9 dicembre 2018
Aggiornato 20:30

Rapinatore seriale finisce in manette durante l’ennesimo furto

L’indagato ora deve rispondere di furto aggravato, rapine aggravate, lesioni personali e porto ingiustificato di oggetti atti a offendere
Rapinatore seriale finisce in manette durante l’ennesimo furto
Rapinatore seriale finisce in manette durante l’ennesimo furto (Polizia di Trieste)

TRIESTE – La polizia nei giorni scorsi ha arrestato per furto un 62enne, C. A. le sue iniziali, in flagranza di reato. In seguito è emerso che si trattava di un rapinatore seriale che gli investigatori stavano ‘tenendo d’occhio’ da tempo. L’indagato ora deve rispondere di furto aggravato, rapine aggravate, lesioni personali e porto ingiustificato di oggetti atti a offendere.

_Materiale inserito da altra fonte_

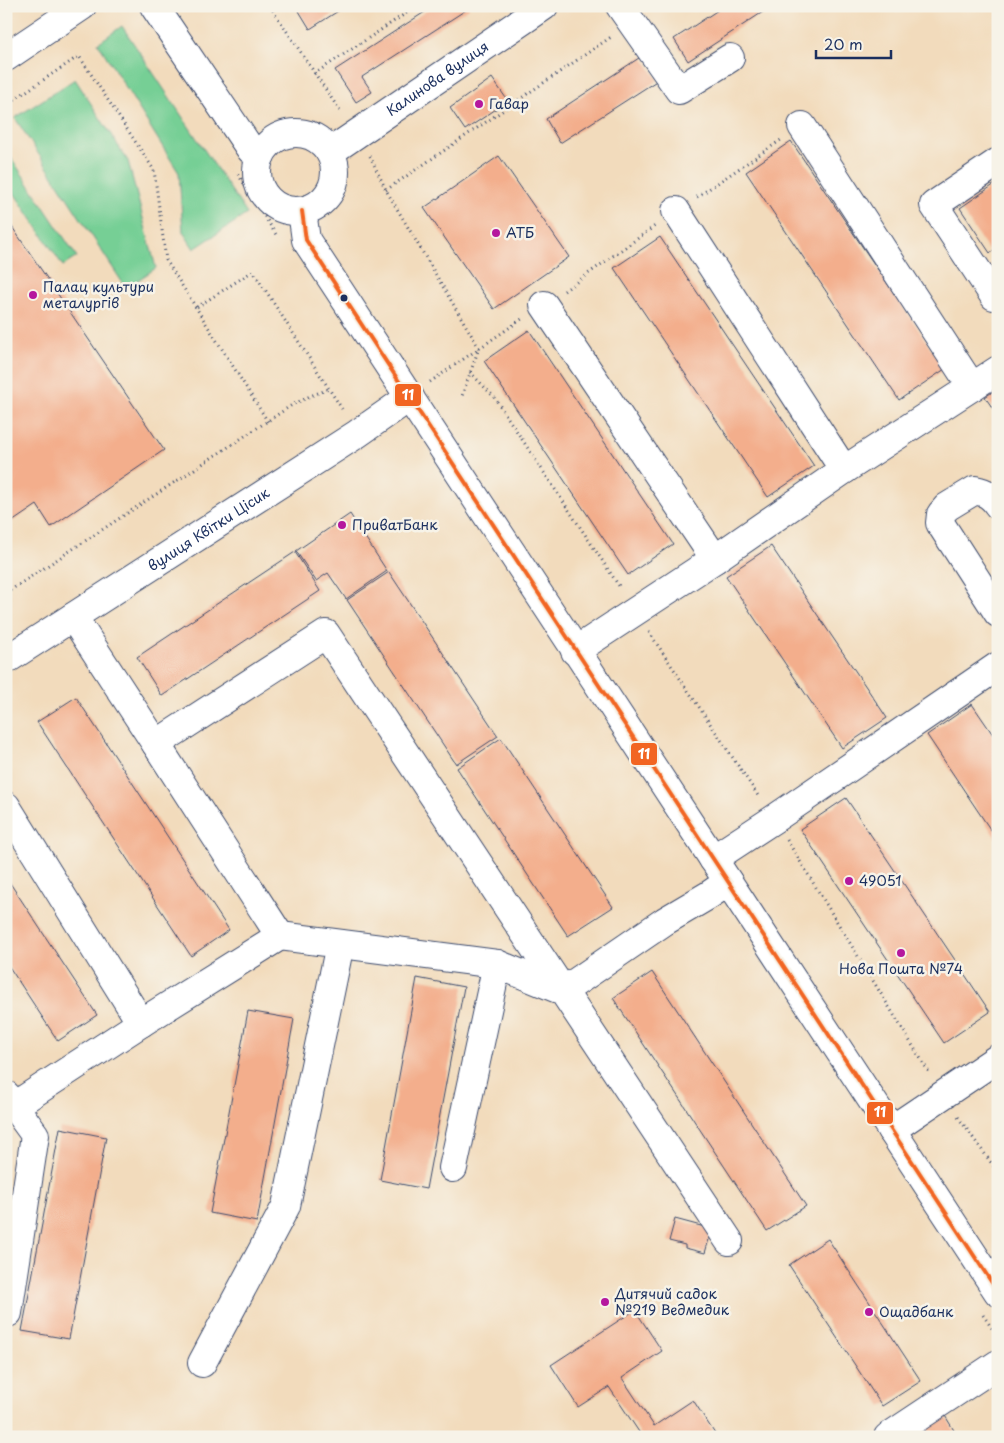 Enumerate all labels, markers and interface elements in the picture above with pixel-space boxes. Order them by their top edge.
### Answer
scale bar [816,28,892,60]
text: 20 m [824,32,863,55]
street label: Калинова вулиця [382,36,493,121]
place label: Гавар [489,93,529,114]
marker: Гавар [473,98,485,110]
place label: АТБ [506,222,534,243]
marker: АТБ [490,227,502,239]
place label: Палац культури металургів [43,276,154,313]
marker: Палац культури металургів [27,289,39,301]
unlabelled marker [339,293,349,303]
line badge: 11 [394,383,422,407]
text: 11 [402,384,414,405]
street label: вулиця Квітки Цісик [143,482,274,576]
place label: ПриватБанк [352,514,438,535]
marker: ПриватБанк [336,519,348,531]
line badge: 11 [630,742,658,766]
text: 11 [638,743,650,764]
place label: 49051 [859,870,902,891]
marker: 49051 [843,875,855,887]
marker: Нова Пошта №74 [895,947,907,959]
place label: Нова Пошта №74 [839,958,963,979]
line badge: 11 [866,1101,894,1125]
text: 11 [874,1101,886,1122]
place label: Дитячий садок №219 Ведмедик [614,1283,730,1320]
marker: Дитячий садок №219 Ведмедик [599,1296,611,1308]
place label: Ощадбанк [879,1301,954,1322]
marker: Ощадбанк [863,1306,875,1318] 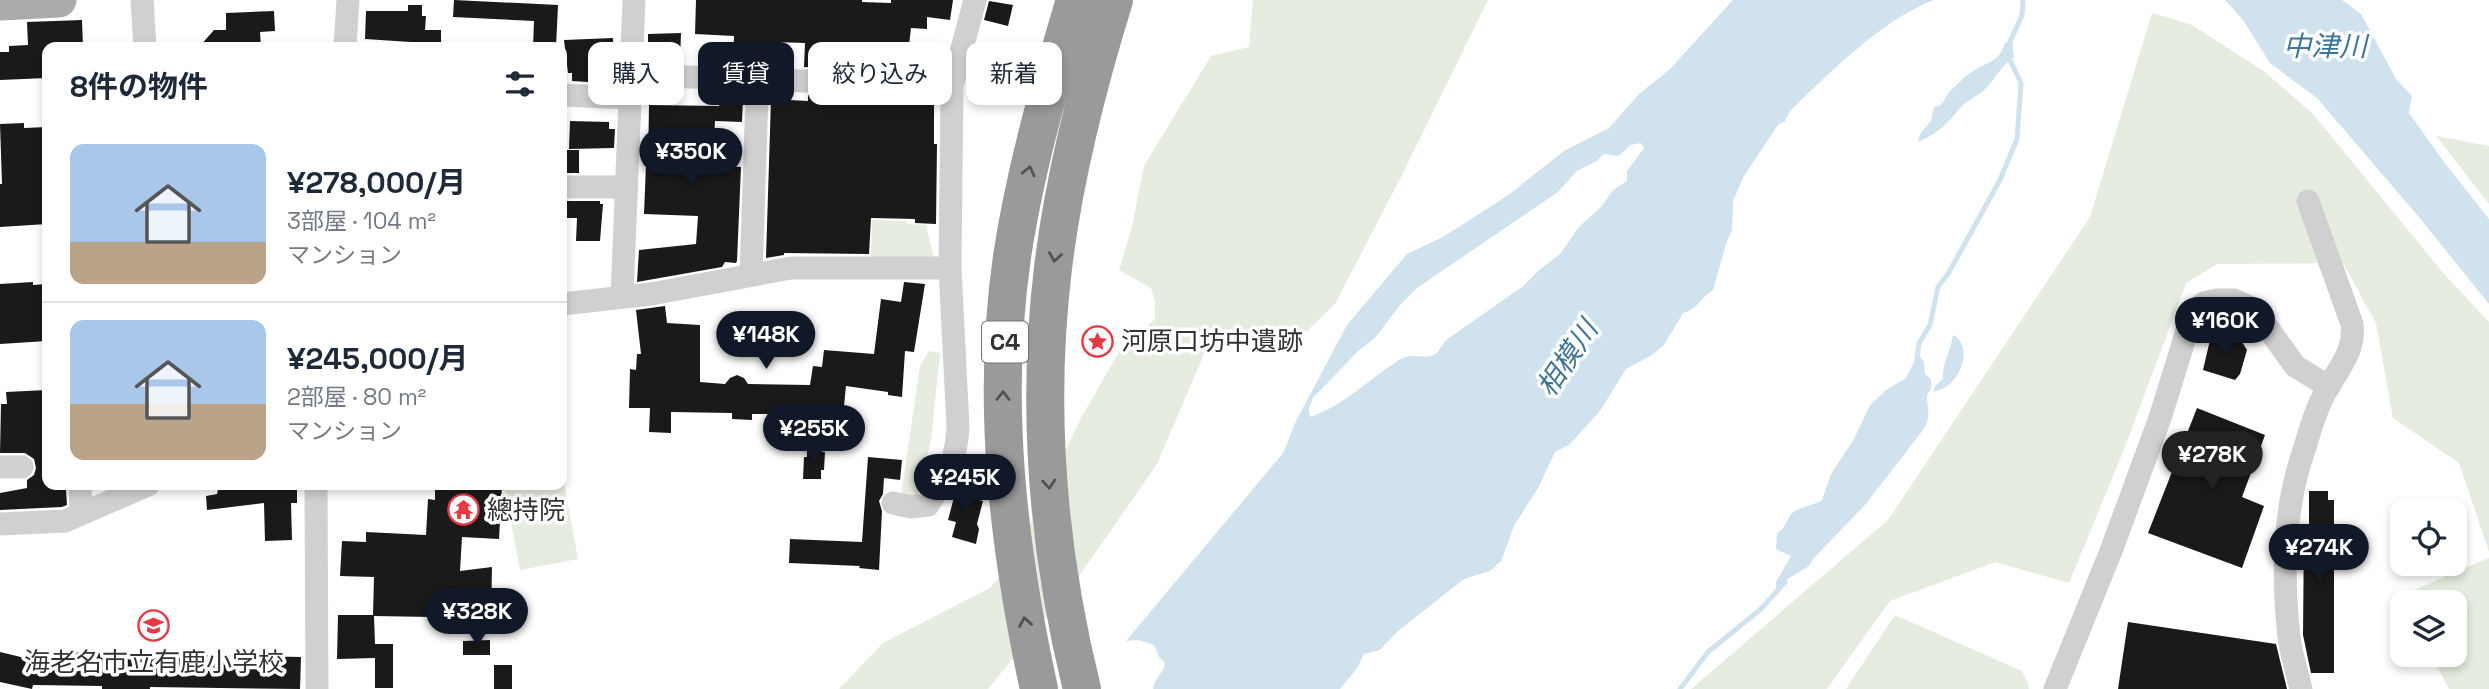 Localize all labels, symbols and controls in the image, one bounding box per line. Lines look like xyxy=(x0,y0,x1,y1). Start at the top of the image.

LE INDAGINI - La polizia da tempo indagava su due rapine ‘col taglierino’ commesse a ottobre 2017 (a danno di una farmacia) e ad agosto 2018 (al supermercato Punto Simply), occasione, quest’ultima, in cui una commessa era stata ferita, riportando una profonda ferita al palmo della mano destra. Gli investigatori lo hanno fermato nei giorni scorsi subito dopo il furto ai danni di una cartoleria di via Battisti, in quell’occasione aveva rubato il registratore di cassa dopo aver forzato la porta dell’esercizio commerciale.

LO TENEVANO SOTTO CONTROLLO - L’uomo era già tenuto sotto controllo dalle forze dell'ordine che lo stavano pedinando con l’obiettivo di verificarne se si trattava del rapinatore che stavano cercando. Le indagini, anche grazie alle immagini di video sorveglianza, hanno permesso di stabilire come entrambe fossero state commesse dalla stessa persona, la quale ha tentato di dissimulare il proprio aspetto fisico indossando degli occhiali da vista e un cappellino da baseball, ma anche una parrucca. È stato inoltre accertato come il malfattore, una volta portato a segno i colpi, si fosse sempre dileguato, facendo perdere le proprie tracce, in sella a delle mountain bike.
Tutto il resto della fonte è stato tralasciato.